The following example measures percentile prices (in dollars) of cars in the auto data. First, we define a string variable firm, containing, for each car, the firm that made the car. We then calculate 2 sets of percentile car prices (the 25th percentile, the median and the 75th percentile), each defined as a percentile difference between car prices under Scenario 0 (the sample of cars in the dataset) and Scenario 1 (a fantasy scenario in which all cars have zero price). The first set of percentiles are unweighted, with confidence intervals calculated assuming that car models have been sampled from a population of car models. The second set of percentiles are weighted by the car's volume in cubic inches (displacement), with confidence intervals calculated using the option cluster(firm), assuming that firms have been sampled from a population of firms.

. webuse auto, clear . gene firm=word(make,1) . lab var firm "Firm" . sort foreign firm make . describe . tab firm, m . sccendif price 0, tdist centile(25(25)75) . sccendif price 0 [pwei=displacement], tdist centile(25(25)75) cluster(firm)
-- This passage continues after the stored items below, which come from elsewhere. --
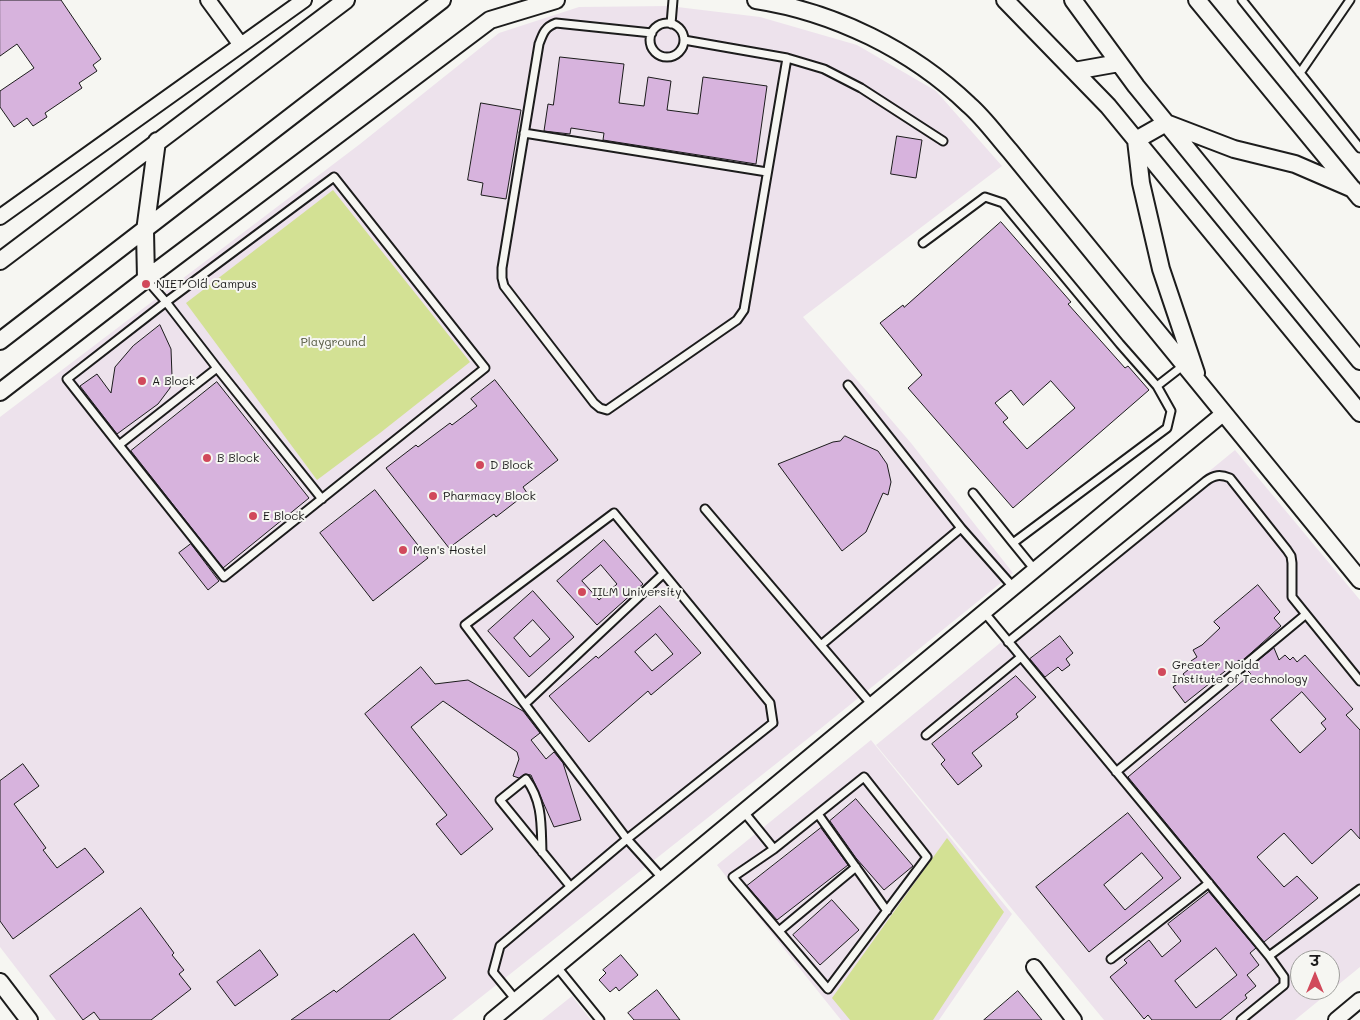 <!DOCTYPE html>
<html>
<head>
<meta charset="utf-8">
<style>
  body { margin:0 }
  #map { position:relative; width:1360px; height:1020px; overflow:hidden; background:#f6f6f2; font-family:Mali,"Playpen Sans Deva",sans-serif }
  canvas { display:block }
  .north { position:absolute; left:1290px; top:950px; width:50px; height:50px; box-sizing:border-box; background:#f6f6f2; border:1px solid #9f9f9c; border-radius:50%; rotate:0deg; font-size:14px; font-weight:700; line-height:20px; text-align:center; color:#1c1c1c }
  .north::after { content:''; display:block; margin:auto; width:18px; height:22px; background:#d1495b; clip-path:polygon(50% 0,100% 100%,50% 72%,0 100%) }
</style>
</head>
<body>
<div id="map">
<canvas width="1360" height="1020"></canvas>
<div class="north">उ</div>
</div>
<script>
const ctx = document.querySelector('canvas').getContext('2d');
ctx.lineJoin = 'round';
function fillPath(path, color) { ctx.fillStyle = color; ctx.fill(path, 'evenodd'); }
function strokePath(path, color, width, dash) { ctx.strokeStyle = color; ctx.lineWidth = width; ctx.lineCap = dash ? 'butt' : 'round'; ctx.setLineDash(dash || []); ctx.stroke(path); }
function label(font, color, halo, rows, align = 'center') {
  ctx.font = font + ' Mali,sans-serif'; ctx.lineWidth = 4; ctx.setLineDash([]); ctx.textBaseline = 'middle'; ctx.strokeStyle = halo; ctx.fillStyle = color; for (const [text, x, y, turn = 0] of rows) {
    ctx.save(); ctx.translate(x, y); ctx.rotate((+turn || 0) * Math.PI / 180); ctx.textAlign = isNaN(turn) ? turn : align; if (halo) ctx.strokeText(text, 0, 0); ctx.fillText(text, 0, 0); ctx.restore();
  }
}
const built = new Path2D(`
  M669 6 760 17 857 45 936 91 1002 166 803 317 911 443 1013 573 820 729 452 1020H56L0 947V417L360 144 499 33 579 7Z
  M1235 450 1360 600V967L1295 1020H1104L876 745ZM1300 960H1330V990H1300Z
  M871 740 1012 914 939 1020H841L717 865Z
  M572 996 591 1020H542Z`);
const green = new Path2D(`
  M333 190 470 362 380 433 317 480 186 303Z
  M947 838 1004 912 933 1020H850L832 998Z`);
const building = new Path2D(`
  M0 0H61L101 59 93 65 97 71 79 83 82 88 45 113 47 117 33 126 27 118 14 127 0 107V91L34 68 17 44 0 56Z
  M560 57 624 64 619 103 644 106 648 77 671 81 667 110 698 114 703 77 767 86 756 164 603 140 604 133 571 128 570 134 544 131 548 104 553 105Z
  M481 103 521 110 506 199 481 195 483 183 468 180Z
  M897 136 922 140 916 178 891 174Z
  M1001 222 1071 302 1068 304 1125 368 1128 366 1149 390 1013 508 908 388 922 375 880 323 903 305 904 307ZM1051 381 1075 408 1027 449 1003 422 1008 418 995 403 1011 390 1023 405Z
  M160 325 171 349 172 376 170 388 158 404 117 434 80 386 97 374 111 393 115 367 133 346Z
  M495 380 558 460 523 487 527 493 496 517 494 514 449 548 386 468 416 445 418 447 450 423 452 425 477 406 471 399Z
  M217 382 309 498 223 568 131 451Z
  M845 436 878 451 887 464 891 482 888 495 883 493 866 532 842 551 778 464 833 442 840 441Z
  M375 490 428 558 373 601 320 533Z
  M604 540 643 584 597 625 557 581ZM601 565 617 584 599 600 582 581Z
  M191 544 219 581 208 590 179 553Z
  M1258 585 1280 612 1274 618 1281 626 1241 662 1239 660 1185 703 1173 687 1186 678 1183 674 1194 665 1191 661 1197 657 1193 650 1202 645 1220 628 1214 622Z
  M533 591 574 637 529 677 488 631ZM533 620 550 639 530 657 514 638Z
  M660 606 701 653 651 695 648 691 589 742 549 696 596 656 598 658ZM656 634 673 654 652 671 635 652Z
  M1060 636 1073 653 1066 659 1070 665 1062 671 1058 667 1045 677 1030 659Z
  M1274 648 1279 660 1285 655 1290 660 1293 657 1297 662 1305 655 1353 709 1346 715 1360 730V839L1351 829 1312 864 1284 833 1257 857 1284 887 1297 876 1318 898 1264 942 1128 777 1251 674 1247 670ZM1302 692 1326 719 1321 723 1326 729 1300 753 1271 720Z
  M421 667 435 684 468 680 523 711 540 733 531 740 546 759 554 752 563 763 581 820 554 827 531 775 525 774 519 778 513 776 519 759 517 752 443 701 411 727 493 829 461 855 436 824 447 815 365 714Z
  M1016 676 1036 697 1016 714 1018 717 972 753 982 766 958 785 941 764 945 760 932 744Z
  M23 764 39 786 14 804 46 848 43 850 57 868 85 848 104 872 13 939 0 921V781Z
  M856 799 913 866 884 890 856 858 830 821Z
  M1128 813 1181 878 1089 952 1036 887ZM1142 853 1163 878 1125 910 1104 885Z
  M821 828 848 865 777 920 747 886Z
  M1209 892 1256 948 1250 953 1259 965 1247 975 1256 986 1245 995 1247 998 1220 1020H1152L1148 1015 1144 1019 1110 977 1127 963 1124 960 1149 940 1162 957 1181 941 1168 924ZM1216 948 1237 975 1196 1008 1175 981Z
  M832 900 859 930 820 965 793 935Z
  M141 908 174 953 172 955 184 970 179 974 191 989 151 1020H100L94 1012 83 1020 50 976Z
  M414 934 446 978 389 1020H291L334 990 336 992Z
  M260 950 278 975 235 1006 217 982Z
  M621 955 638 975 619 991 616 987 610 992 599 980 606 973 603 970Z
  M657 990 680 1020H634L628 1013Z
  M1018 991 1042 1020H984Z`);
const service = new Path2D(`
  M1242 0 1360 148
  M650 40a17 17 0 1 1 34 0a17 17 0 1 1-34 0Z
  M671 24 673 0
  M652 33 556 23C545 27 543 33 539 44L502 268V278L504 286 594 403 600 408 607 410 737 320 744 310 787 58 684 40
  M787 58 824 69 861 88 943 141
  M1300 73 1350 0
  M524 133 767 172
  M923 243 985 197 1003 203 1120 344 1157 386 1171 411 1167 428 1013 543 1035 570
  M146 279 166 302 217 368 322 499
  M848 385 961 528
  M1157 386 1184 365
  M119 445 224 577 485 368 334 177 166 302 67 379 119 445 217 368
  M973 493 1013 543
  M705 509 872 705
  M614 513 770 703 773 723 627 839 465 625Z
  M984 612 1269 956 1284 977V985L1241 1020
  M1008 642 1206 481C1214 475 1220 474 1230 478L1287 550 1291 556 1292 563V597L1360 681
  M821 645 961 528 1014 588
  M525 704 663 574
  M926 735 1021 657
  M1116 772 1305 615
  M744 812 774 849 733 877 828 989 927 857 864 777 774 849
  M818 814 887 911
  M542 852C541 825 543 802 526 779L500 800 570 886
  M779 931 856 867
  M1269 956 1360 889
  M1111 959 1209 883
  M557 967 600 1020
  M516 1000 493 972 500 946 627 839 663 879`);
const minor = new Path2D(`
  M208 0 241 45
  M0 217 304 0
  M1034 967 1074 1020
  M492 1020 1224 413
  M1336 1020 1360 1000`);
const tertiary = new Path2D(`
  M756 0C834 12 912 50 969 105 984 118 996 135 1010 151L1360 580
  M1005 0 1108 106 1360 413
  M1073 0 1136 86 1360 361
  M1197 0 1360 198
  M1074 71 1119 63
  M0 261 346 0
  M146 279 145 231 157 141
  M0 341 442 0
  M1196 373 1161 269 1141 183 1136 140 1166 123 1234 149 1295 164 1353 189
  M0 392 146 279 490 20 556 0
  M0 982 29 1020`);
const markers = [
  [146,284,5,"#d1495b"],
  [142,381,5,"#d1495b"],
  [207,458,5,"#d1495b"],
  [480,465,5,"#d1495b"],
  [433,496,5,"#d1495b"],
  [253,516,5,"#d1495b"],
  [403,550,5,"#d1495b"],
  [582,592,5,"#d1495b"],
  [1162,672,5,"#d1495b"]
];
const poiNames = [
  ["NIET Old Campus",156,284],
  ["A Block",152,381],
  ["B Block",217,458],
  ["D Block",490,465],
  ["Pharmacy Block",443,496],
  ["E Block",263,516],
  ["Men's Hostel",413,550],
  ["IILM University",592,592],
  ["Greater Noida",1172,665],
  ["Institute of Technology",1172,679]
];
const parkNames = [
  ["Playground",333,342]
];
fillPath(built, '#ede2ec');
fillPath(green, '#d3e194');
fillPath(building, '#d7b3dd');
strokePath(building, '#1c1c1c', 1);
strokePath(service, '#1c1c1c', 11);
strokePath(minor, '#1c1c1c', 18);
strokePath(tertiary, '#1c1c1c', 20);
strokePath(service, '#f6f6f2', 7);
strokePath(minor, '#f6f6f2', 14);
strokePath(tertiary, '#f6f6f2', 16);
for (const [x, y, r, color] of markers) { const dot = new Path2D(); dot.arc(x, y, r, 0, 2 * Math.PI); ctx.fillStyle = color; ctx.fill(dot); strokePath(dot, '#f6f6f2', 2); }
label('12px', '#1c1c1c', '#f6f6f2', poiNames, 'left');
label('12px', '#535740', '#f6f6f2', parkNames);
</script>
</body>
</html>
The following example uses the bpwide data, with 1 observation for each of a sample of fictional patients, and data on blood pressures before and after an unidentified treatment. We measure the Hodges-Lehmann median difference between post-treatment and pre-treatment blood pressures in the paired sample, with confidence intervals calculated to allow for the non-independence of paired blood pressures from the same patient. This median difference is reported as a median slope, together with the mean sign of all treated-untreated differences (between the same or different patients), which is reported as Somers' D.

. webuse bpwide, clear . sccenslope bp_after bp_before, tdist

The following example uses the same bpwide data, and calculates the median pairwise difference between post-treatment and pre-treatment blood pressures from the same patient (reported as a median slope), together with the mean sign of those differences (reported as Somers' D).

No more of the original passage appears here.